**TRY IT**
Leaving out all pictures, transcribe the lines below exactly, from the first through the line containing "0 #d1d1cf) drop-shadow(-2px".

------------

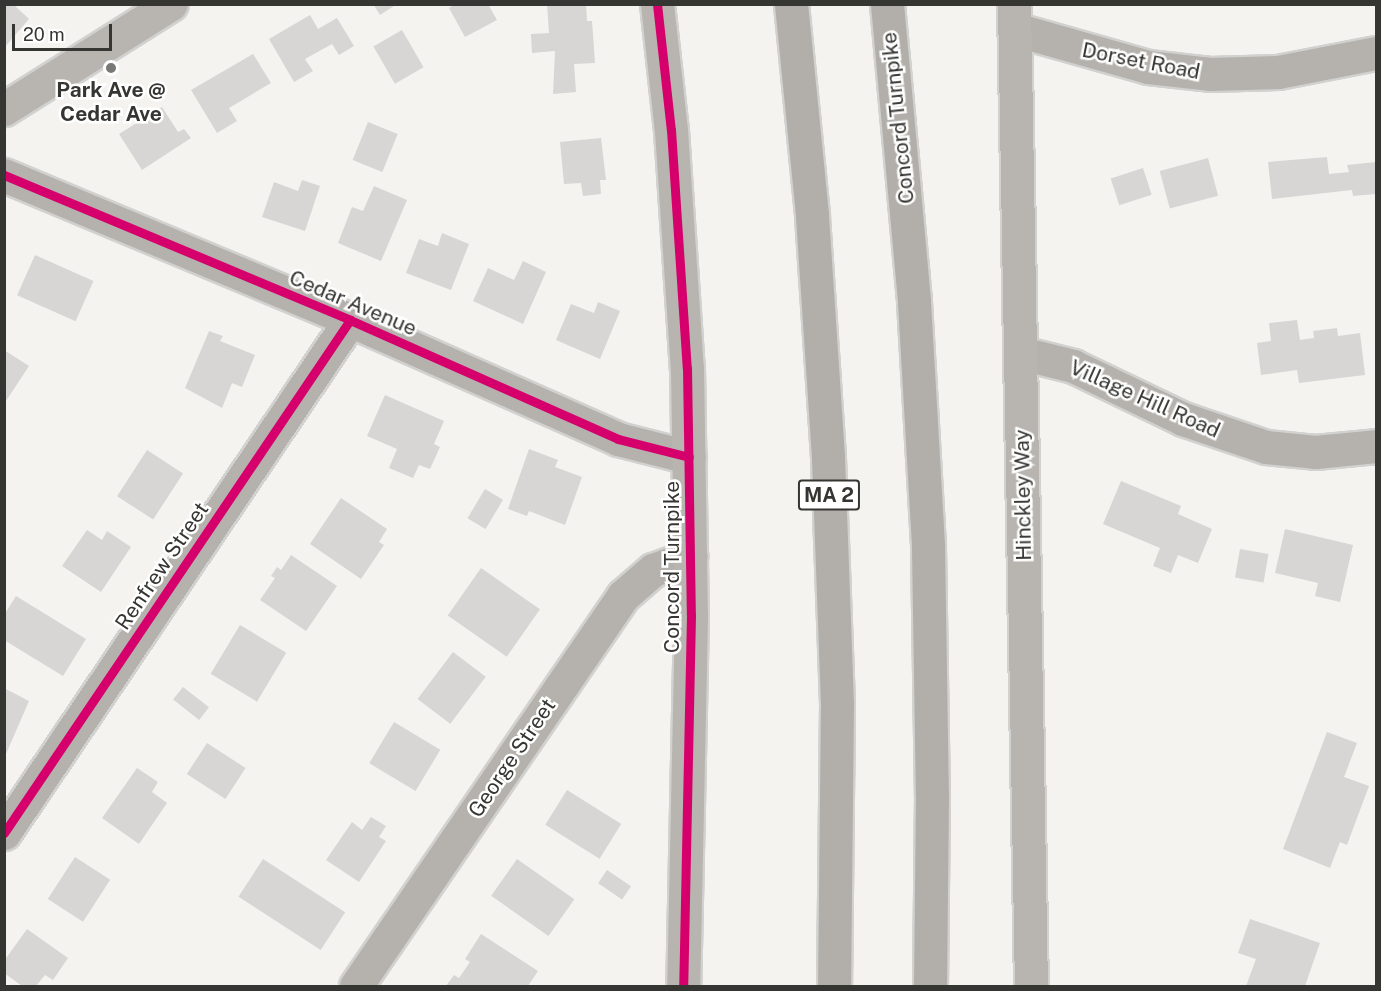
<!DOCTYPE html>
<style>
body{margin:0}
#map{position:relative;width:1381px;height:991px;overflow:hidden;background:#f4f3f0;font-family:"Public Sans",sans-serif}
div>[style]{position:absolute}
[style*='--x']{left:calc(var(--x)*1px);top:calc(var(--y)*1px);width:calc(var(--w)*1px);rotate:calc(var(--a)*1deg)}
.building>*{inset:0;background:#d7d6d4;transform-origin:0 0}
.roads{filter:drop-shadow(2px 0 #d1d1cf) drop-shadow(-2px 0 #d1d1cf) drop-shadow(0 2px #d1d1cf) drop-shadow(0 -2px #d1d1cf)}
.minor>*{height:33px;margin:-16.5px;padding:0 16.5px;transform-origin:16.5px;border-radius:16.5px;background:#b5b2ad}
.major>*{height:33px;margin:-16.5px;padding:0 16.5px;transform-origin:16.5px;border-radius:16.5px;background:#b8b4af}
.highway>*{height:33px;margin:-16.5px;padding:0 16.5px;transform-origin:16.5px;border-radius:16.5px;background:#b2aea9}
.cycleway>*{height:9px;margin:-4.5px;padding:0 4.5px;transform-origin:4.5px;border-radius:4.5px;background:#d6006c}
.dots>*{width:16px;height:16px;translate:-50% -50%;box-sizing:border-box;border:3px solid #fff;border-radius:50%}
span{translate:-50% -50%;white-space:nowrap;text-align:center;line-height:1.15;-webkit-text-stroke:5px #fff;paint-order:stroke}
.shield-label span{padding:2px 4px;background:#fff;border:2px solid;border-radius:4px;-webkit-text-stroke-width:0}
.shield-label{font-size:20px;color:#353532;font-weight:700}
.street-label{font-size:21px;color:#353532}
.poi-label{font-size:21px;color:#353532;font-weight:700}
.frame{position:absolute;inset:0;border:6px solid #353532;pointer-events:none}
.scale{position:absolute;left:12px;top:24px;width:100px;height:27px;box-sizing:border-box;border:3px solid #353532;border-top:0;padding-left:8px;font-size:18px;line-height:21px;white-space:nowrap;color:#353532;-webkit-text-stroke:4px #fff;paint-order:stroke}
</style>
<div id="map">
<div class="building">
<div style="clip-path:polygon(5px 4px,13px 4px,29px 19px,5px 47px)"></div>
<div style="clip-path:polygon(373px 4px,397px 4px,380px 15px)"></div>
<div style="clip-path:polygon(455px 4px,488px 4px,497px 20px,465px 37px,449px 8px)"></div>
<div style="clip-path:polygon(547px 4px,586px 4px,587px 21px,592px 21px,595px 63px,574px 64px,576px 92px,553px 94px,555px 51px,532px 53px,531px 34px,549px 33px)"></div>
<div style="clip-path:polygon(310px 15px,318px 29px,337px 18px,354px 46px,339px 55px,332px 44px,305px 59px,313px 71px,294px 82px,269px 39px)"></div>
<div style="left:402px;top:30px;width:43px;height:33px;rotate:60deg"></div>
<div style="clip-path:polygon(253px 54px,271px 83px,229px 108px,237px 121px,217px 133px,191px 90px)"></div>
<div style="clip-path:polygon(162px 107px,178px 132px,184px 129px,191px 138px,142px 170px,119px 134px)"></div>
<div style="left:368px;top:122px;width:32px;height:41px;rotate:22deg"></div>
<div style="clip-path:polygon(601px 138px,606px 180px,600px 180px,601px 194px,583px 196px,581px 183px,564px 184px,560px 142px)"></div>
<div style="clip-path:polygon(1327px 157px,1329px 174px,1349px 172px,1347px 165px,1376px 162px,1376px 194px,1353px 196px,1352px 190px,1272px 199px,1268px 162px)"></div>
<div style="left:1208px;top:158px;width:39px;height:50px;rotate:75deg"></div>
<div style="left:1143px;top:168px;width:28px;height:34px;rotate:72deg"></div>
<div style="clip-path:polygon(302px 180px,320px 186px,305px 231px,262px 217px,274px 182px,298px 191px)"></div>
<div style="clip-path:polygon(374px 186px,407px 200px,381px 261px,338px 243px,352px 207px,363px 211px)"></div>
<div style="clip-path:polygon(442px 233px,469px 244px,451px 290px,406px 273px,419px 239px,438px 246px)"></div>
<div style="left:35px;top:255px;width:64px;height:44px;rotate:24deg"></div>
<div style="clip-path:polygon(523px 261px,546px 272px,523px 324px,473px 301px,488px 268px,514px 280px)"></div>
<div style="clip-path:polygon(598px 302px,620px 311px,600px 359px,556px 340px,571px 304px,594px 313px)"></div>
<div style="clip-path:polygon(1297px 320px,1300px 340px,1314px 338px,1313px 331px,1337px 328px,1338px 336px,1360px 333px,1365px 375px,1299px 383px,1297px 370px,1261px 375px,1257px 343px,1271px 341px,1269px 323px)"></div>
<div style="clip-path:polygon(209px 331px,223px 336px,220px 341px,255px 355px,242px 387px,232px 383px,222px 408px,185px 388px)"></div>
<div style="clip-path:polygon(4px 350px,29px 366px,4px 404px)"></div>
<div style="clip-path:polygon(385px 395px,444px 421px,434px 444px,440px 447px,430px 469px,419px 465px,413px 478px,389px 468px,397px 449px,367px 436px)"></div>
<div style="clip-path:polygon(529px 449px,558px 460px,555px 467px,582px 477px,565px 525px,529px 511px,527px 516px,508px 509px)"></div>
<div style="left:147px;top:450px;width:43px;height:55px;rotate:33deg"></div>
<div style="clip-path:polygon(1121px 481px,1181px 506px,1178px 514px,1212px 529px,1198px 563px,1178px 555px,1171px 573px,1153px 566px,1160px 548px,1103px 524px)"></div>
<div style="left:485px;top:489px;width:21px;height:34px;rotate:31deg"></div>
<div style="clip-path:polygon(341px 498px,387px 529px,379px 542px,384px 545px,361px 579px,310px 544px)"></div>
<div style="clip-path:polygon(1285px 529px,1353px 545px,1340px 602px,1315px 596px,1318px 583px,1275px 573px)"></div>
<div style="clip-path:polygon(87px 530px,102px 540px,107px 531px,131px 547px,101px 592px,62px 566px)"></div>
<div style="left:1240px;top:549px;width:29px;height:29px;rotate:10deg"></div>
<div style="clip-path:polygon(291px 555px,337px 586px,306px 631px,260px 600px,275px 578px,271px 576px,277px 567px,281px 570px)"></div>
<div style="left:481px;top:568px;width:72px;height:58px;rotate:35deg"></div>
<div style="clip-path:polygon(16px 596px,86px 639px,63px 676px,4px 640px,4px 615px)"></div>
<div style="left:240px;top:625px;width:54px;height:57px;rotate:31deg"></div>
<div style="left:453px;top:652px;width:41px;height:59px;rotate:37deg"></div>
<div style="left:183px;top:687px;width:33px;height:16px;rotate:38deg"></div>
<div style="clip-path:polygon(4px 688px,29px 701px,6px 754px,4px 753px)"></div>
<div style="left:394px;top:722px;width:54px;height:48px;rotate:31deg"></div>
<div style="clip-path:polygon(1327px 732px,1357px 743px,1344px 777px,1369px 786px,1347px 845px,1340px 842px,1330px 868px,1283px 849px)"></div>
<div style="left:207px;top:743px;width:46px;height:37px;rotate:33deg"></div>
<div style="clip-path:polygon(137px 768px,158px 782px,152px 792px,167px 803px,139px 844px,102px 818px)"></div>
<div style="left:567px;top:790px;width:64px;height:41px;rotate:32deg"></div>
<div style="clip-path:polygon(371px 817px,386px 826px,379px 837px,386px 841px,359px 882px,326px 860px,352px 822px,362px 830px)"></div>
<div style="left:75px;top:857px;width:42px;height:50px;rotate:33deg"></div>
<div style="left:263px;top:859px;width:98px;height:45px;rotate:33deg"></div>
<div style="left:517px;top:859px;width:70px;height:45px;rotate:35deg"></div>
<div style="left:607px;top:870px;width:29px;height:16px;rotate:34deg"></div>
<div style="clip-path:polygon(1250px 919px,1320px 943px,1305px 986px,1246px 986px,1256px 959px,1238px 953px)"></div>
<div style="clip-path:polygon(27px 929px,68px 958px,53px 980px,45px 975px,36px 986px,22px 986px,4px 973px,4px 961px)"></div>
<div style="clip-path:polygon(481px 934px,538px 971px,528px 986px,446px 986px,454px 975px,459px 978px,470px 962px,465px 959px)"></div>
</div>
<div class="roads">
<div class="minor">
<div style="--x:1014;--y:29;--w:139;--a:15.8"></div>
<div style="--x:1148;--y:67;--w:62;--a:6.4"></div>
<div style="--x:1210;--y:74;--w:68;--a:-1.7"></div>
<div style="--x:1278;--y:72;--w:100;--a:-11"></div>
<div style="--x:4;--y:175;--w:375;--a:22.7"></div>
<div style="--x:350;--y:320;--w:293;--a:23.9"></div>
<div style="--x:618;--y:439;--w:73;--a:14.2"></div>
<div style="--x:1021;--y:353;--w:54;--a:14"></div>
<div style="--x:1073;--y:366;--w:122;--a:25.7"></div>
<div style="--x:1183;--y:419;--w:88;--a:18.6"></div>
<div style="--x:1266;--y:447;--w:49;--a:5.8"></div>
<div style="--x:1315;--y:452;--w:61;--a:-5.6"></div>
<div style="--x:4;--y:833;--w:619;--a:-56"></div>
<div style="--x:356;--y:986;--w:473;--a:-55.6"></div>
<div style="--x:623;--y:596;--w:40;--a:-41"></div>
<div style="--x:653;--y:570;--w:40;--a:-20.2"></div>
</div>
<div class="major">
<div style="--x:657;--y:4;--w:127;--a:83.7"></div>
<div style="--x:671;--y:130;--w:239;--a:86.2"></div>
<div style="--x:687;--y:368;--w:247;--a:89.1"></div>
<div style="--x:691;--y:615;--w:371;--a:91.2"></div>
<div style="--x:1014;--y:4;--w:982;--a:89.01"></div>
<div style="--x:4;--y:109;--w:197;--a:-32.2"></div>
</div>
<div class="highway">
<div style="--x:791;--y:4;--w:213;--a:84.3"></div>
<div style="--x:812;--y:216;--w:243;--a:86.2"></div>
<div style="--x:828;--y:458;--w:246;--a:87.9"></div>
<div style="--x:837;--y:704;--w:282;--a:90.6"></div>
<div style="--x:887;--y:4;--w:299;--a:84.8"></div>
<div style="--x:914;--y:302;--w:245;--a:86.7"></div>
<div style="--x:928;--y:547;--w:248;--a:89.1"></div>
<div style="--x:932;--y:795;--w:191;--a:90.6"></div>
</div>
</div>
<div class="cycleway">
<div style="--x:657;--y:4;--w:127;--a:83.7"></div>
<div style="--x:671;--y:130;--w:239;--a:86.2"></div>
<div style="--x:687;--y:368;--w:247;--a:89.1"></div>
<div style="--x:691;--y:615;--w:371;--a:91.2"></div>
<div style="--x:4;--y:175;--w:375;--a:22.7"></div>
<div style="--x:350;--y:320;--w:293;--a:23.9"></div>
<div style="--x:618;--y:439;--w:73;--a:14.2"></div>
<div style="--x:4;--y:833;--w:619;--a:-56"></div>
</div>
<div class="dots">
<div style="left:111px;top:68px;background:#787874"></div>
</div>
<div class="shield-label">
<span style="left:829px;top:495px">MA 2</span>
</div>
<div class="street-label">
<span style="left:1141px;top:61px;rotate:11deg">Dorset Road</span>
<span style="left:898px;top:118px;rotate:-96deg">Concord Turnpike</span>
<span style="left:353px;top:303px;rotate:23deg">Cedar Avenue</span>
<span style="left:1145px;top:399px;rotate:24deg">Village Hill Road</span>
<span style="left:1023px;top:495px;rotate:-91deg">Hinckley Way</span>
<span style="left:162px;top:566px;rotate:-56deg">Renfrew Street</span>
<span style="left:672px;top:567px;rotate:-90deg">Concord Turnpike</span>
<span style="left:512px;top:758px;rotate:-56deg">George Street</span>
</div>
<div class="poi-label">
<span style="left:111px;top:102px">Park Ave @<br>Cedar Ave</span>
</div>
<div class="frame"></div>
<div class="scale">20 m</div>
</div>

------------

**WORKED SOLUTION**
<!DOCTYPE html>
<style>
body{margin:0}
#map{position:relative;width:1381px;height:991px;overflow:hidden;background:#f4f3f0;font-family:"Public Sans",sans-serif}
div>[style]{position:absolute}
[style*='--x']{left:calc(var(--x)*1px);top:calc(var(--y)*1px);width:calc(var(--w)*1px);rotate:calc(var(--a)*1deg)}
.building>*{inset:0;background:#d7d6d4;transform-origin:0 0}
.roads{filter:drop-shadow(2px 0 #d1d1cf) drop-shadow(-2px 0 #d1d1cf) drop-shadow(0 2px #d1d1cf) drop-shadow(0 -2px #d1d1cf)}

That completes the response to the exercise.